═════ Record set
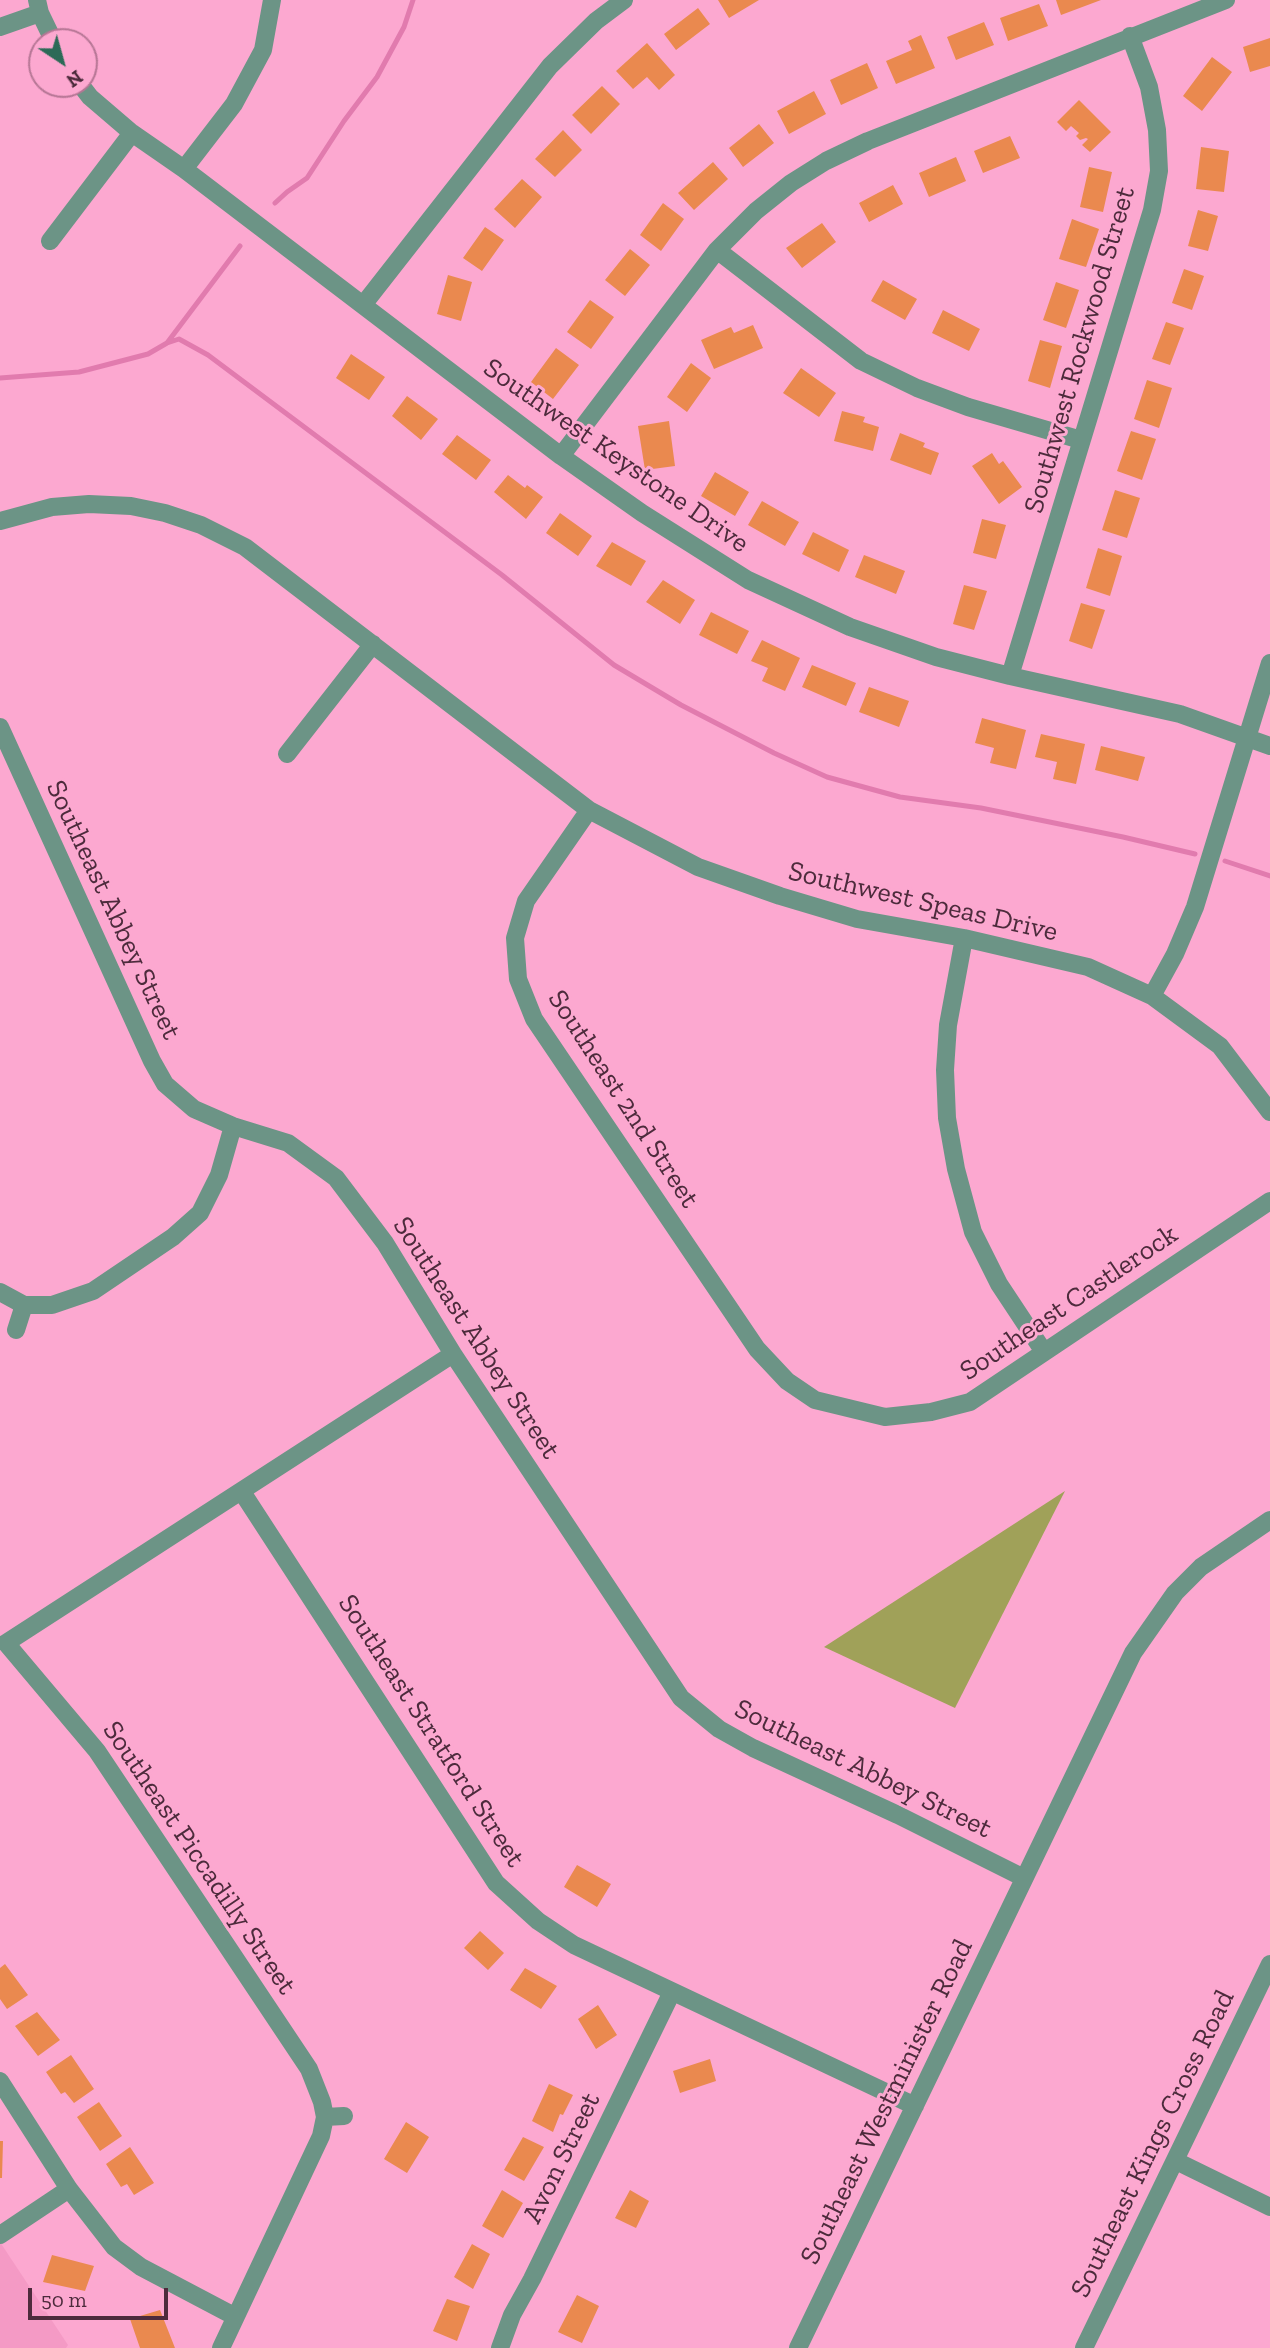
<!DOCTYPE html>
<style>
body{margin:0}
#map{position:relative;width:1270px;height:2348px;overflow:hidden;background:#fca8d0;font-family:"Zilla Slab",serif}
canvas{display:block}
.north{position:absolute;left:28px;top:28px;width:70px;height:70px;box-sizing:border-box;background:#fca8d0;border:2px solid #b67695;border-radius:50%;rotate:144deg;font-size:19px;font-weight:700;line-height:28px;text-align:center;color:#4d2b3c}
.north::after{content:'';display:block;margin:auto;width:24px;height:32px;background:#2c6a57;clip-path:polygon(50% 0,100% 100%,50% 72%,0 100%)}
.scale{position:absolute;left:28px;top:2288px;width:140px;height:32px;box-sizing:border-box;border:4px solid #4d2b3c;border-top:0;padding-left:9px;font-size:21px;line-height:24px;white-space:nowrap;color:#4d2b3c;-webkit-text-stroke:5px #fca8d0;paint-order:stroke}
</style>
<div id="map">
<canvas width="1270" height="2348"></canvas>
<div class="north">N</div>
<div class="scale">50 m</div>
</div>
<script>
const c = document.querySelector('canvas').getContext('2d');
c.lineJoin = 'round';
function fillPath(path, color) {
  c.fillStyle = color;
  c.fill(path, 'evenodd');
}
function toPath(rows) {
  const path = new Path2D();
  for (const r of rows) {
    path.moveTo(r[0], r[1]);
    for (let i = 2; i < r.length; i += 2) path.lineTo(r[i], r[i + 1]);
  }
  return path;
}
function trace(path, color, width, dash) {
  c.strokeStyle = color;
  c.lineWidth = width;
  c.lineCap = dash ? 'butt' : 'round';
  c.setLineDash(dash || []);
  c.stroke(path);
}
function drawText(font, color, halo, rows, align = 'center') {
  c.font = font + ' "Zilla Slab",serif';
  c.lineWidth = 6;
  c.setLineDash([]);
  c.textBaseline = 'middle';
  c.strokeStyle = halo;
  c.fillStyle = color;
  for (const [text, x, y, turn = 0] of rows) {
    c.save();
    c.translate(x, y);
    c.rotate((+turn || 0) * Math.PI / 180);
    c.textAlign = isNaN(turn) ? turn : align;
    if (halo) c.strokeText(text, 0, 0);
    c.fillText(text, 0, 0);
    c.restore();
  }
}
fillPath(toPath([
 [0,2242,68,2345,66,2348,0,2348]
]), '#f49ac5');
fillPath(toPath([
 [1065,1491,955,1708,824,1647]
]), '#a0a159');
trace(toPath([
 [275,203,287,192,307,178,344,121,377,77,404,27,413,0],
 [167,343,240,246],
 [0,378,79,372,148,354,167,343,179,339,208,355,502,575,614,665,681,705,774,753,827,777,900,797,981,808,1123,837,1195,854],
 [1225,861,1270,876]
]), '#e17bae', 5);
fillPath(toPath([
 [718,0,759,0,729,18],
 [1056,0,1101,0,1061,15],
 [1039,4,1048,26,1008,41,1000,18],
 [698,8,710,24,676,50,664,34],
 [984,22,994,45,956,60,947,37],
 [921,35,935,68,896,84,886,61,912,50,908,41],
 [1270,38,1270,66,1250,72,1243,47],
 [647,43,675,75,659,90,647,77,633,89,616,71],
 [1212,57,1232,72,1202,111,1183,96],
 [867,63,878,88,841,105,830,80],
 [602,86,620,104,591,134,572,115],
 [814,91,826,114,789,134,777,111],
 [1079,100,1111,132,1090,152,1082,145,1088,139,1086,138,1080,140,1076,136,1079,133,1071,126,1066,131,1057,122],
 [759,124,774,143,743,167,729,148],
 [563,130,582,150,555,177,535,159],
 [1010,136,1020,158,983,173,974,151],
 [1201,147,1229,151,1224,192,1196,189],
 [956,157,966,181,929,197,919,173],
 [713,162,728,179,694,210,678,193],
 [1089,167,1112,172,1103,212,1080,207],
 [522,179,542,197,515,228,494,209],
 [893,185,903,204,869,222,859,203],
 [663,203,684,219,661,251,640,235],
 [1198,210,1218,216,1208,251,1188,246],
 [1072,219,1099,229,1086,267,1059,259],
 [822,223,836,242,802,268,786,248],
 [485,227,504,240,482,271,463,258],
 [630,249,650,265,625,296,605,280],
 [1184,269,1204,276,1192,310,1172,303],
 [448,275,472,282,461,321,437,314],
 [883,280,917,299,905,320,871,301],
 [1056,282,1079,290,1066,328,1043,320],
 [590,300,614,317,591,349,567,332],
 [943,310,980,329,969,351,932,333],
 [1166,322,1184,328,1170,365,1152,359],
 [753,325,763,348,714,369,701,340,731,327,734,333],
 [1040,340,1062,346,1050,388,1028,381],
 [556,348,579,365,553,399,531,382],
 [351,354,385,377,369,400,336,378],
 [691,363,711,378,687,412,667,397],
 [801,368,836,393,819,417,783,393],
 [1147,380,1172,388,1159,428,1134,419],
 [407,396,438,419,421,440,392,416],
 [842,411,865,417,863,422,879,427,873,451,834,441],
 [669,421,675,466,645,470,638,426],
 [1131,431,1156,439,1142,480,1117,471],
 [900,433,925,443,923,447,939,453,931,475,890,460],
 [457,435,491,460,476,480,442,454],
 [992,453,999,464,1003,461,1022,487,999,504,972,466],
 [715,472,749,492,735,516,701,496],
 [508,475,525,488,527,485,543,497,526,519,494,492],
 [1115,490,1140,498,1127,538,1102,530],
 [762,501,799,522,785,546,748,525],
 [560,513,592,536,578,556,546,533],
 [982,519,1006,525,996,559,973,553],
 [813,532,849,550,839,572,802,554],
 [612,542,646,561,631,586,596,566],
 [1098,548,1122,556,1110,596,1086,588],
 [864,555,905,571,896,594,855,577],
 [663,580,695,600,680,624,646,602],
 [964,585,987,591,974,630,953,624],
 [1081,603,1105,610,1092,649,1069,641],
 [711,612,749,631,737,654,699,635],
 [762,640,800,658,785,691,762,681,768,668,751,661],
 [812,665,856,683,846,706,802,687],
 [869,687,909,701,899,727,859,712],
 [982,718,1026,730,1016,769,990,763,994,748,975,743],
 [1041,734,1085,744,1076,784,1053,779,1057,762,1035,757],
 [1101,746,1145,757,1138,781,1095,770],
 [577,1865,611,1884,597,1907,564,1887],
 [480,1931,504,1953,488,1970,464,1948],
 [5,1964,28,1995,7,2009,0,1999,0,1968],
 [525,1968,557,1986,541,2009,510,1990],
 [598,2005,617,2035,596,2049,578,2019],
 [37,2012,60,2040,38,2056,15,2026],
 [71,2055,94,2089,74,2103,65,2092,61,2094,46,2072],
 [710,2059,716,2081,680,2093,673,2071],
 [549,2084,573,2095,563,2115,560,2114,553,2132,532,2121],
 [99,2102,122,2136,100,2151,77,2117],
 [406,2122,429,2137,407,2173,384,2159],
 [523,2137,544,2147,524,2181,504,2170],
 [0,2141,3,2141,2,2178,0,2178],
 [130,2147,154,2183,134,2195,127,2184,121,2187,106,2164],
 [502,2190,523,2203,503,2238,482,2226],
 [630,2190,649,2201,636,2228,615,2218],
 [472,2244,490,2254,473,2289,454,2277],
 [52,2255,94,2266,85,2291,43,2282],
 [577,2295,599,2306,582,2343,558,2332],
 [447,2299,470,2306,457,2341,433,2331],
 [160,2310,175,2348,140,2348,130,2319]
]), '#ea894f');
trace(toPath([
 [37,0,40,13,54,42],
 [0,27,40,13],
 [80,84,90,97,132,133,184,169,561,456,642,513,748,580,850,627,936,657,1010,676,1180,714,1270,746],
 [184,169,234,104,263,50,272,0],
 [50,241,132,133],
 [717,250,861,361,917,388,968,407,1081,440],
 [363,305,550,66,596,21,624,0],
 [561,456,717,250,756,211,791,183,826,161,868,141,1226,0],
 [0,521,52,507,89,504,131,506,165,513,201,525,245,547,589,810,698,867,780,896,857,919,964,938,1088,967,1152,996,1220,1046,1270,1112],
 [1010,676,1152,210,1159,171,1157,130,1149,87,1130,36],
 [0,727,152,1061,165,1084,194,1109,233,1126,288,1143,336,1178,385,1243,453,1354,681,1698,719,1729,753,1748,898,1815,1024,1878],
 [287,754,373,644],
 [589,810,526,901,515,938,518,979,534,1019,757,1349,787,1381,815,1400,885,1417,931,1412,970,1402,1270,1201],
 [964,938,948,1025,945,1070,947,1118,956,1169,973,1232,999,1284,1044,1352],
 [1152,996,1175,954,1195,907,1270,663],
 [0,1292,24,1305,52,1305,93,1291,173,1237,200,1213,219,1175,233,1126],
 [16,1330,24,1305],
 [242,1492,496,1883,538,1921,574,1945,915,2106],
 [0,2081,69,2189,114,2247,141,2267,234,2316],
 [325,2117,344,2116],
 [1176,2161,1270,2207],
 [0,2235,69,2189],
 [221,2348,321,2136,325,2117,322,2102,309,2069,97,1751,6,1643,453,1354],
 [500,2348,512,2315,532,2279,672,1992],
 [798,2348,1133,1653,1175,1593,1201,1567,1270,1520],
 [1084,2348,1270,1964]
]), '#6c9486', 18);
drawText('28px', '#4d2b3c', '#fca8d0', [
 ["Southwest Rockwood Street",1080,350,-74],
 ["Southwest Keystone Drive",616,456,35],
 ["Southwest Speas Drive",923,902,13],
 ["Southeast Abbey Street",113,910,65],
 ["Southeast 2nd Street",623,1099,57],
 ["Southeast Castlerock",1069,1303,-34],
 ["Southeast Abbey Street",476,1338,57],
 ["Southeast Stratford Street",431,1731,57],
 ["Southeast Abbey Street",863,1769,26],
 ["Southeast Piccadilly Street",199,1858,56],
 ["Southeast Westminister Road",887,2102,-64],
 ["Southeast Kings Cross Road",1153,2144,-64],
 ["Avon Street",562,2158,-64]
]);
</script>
══════════
§ Aim of the task
Among the lines above, please find those with "canvas" and copy them.

§ Exercise answer
canvas{display:block}
<canvas width="1270" height="2348"></canvas>
const c = document.querySelector('canvas').getContext('2d');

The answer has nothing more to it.